** Opening WORKING DATA block **

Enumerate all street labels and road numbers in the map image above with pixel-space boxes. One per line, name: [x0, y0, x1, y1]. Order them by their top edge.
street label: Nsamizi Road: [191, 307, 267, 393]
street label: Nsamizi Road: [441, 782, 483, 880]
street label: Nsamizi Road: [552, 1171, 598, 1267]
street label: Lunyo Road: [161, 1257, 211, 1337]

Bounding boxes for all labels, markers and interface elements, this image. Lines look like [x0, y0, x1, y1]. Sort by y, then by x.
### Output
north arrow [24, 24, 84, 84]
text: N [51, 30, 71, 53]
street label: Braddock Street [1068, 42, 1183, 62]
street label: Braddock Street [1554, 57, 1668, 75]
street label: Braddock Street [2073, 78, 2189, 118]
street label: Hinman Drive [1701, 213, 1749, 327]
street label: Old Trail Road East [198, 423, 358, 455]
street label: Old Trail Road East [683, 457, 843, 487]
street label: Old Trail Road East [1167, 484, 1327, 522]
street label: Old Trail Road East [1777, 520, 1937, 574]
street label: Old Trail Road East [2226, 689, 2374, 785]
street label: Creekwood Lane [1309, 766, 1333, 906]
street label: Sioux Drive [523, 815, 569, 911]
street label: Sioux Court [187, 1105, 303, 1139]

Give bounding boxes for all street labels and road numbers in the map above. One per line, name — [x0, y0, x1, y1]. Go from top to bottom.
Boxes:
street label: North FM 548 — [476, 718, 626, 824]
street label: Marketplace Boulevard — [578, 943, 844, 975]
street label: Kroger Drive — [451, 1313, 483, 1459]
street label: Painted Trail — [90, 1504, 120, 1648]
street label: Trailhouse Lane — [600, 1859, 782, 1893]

** Closing WORKING DATA block **

ASSIGNMENT — All of the entries need to be reproduced exactly; please write them out.

SOLVED EXERCISE —
Enumerate all street labels and road numbers in the map image above with pixel-space boxes. One per line, name: [x0, y0, x1, y1]. Order them by their top edge.
street label: Nsamizi Road: [191, 307, 267, 393]
street label: Nsamizi Road: [441, 782, 483, 880]
street label: Nsamizi Road: [552, 1171, 598, 1267]
street label: Lunyo Road: [161, 1257, 211, 1337]

Bounding boxes for all labels, markers and interface elements, this image. Lines look like [x0, y0, x1, y1]. Sort by y, then by x.
### Output
north arrow [24, 24, 84, 84]
text: N [51, 30, 71, 53]
street label: Braddock Street [1068, 42, 1183, 62]
street label: Braddock Street [1554, 57, 1668, 75]
street label: Braddock Street [2073, 78, 2189, 118]
street label: Hinman Drive [1701, 213, 1749, 327]
street label: Old Trail Road East [198, 423, 358, 455]
street label: Old Trail Road East [683, 457, 843, 487]
street label: Old Trail Road East [1167, 484, 1327, 522]
street label: Old Trail Road East [1777, 520, 1937, 574]
street label: Old Trail Road East [2226, 689, 2374, 785]
street label: Creekwood Lane [1309, 766, 1333, 906]
street label: Sioux Drive [523, 815, 569, 911]
street label: Sioux Court [187, 1105, 303, 1139]

Give bounding boxes for all street labels and road numbers in the map above. One per line, name — [x0, y0, x1, y1]. Go from top to bottom.
Boxes:
street label: North FM 548 — [476, 718, 626, 824]
street label: Marketplace Boulevard — [578, 943, 844, 975]
street label: Kroger Drive — [451, 1313, 483, 1459]
street label: Painted Trail — [90, 1504, 120, 1648]
street label: Trailhouse Lane — [600, 1859, 782, 1893]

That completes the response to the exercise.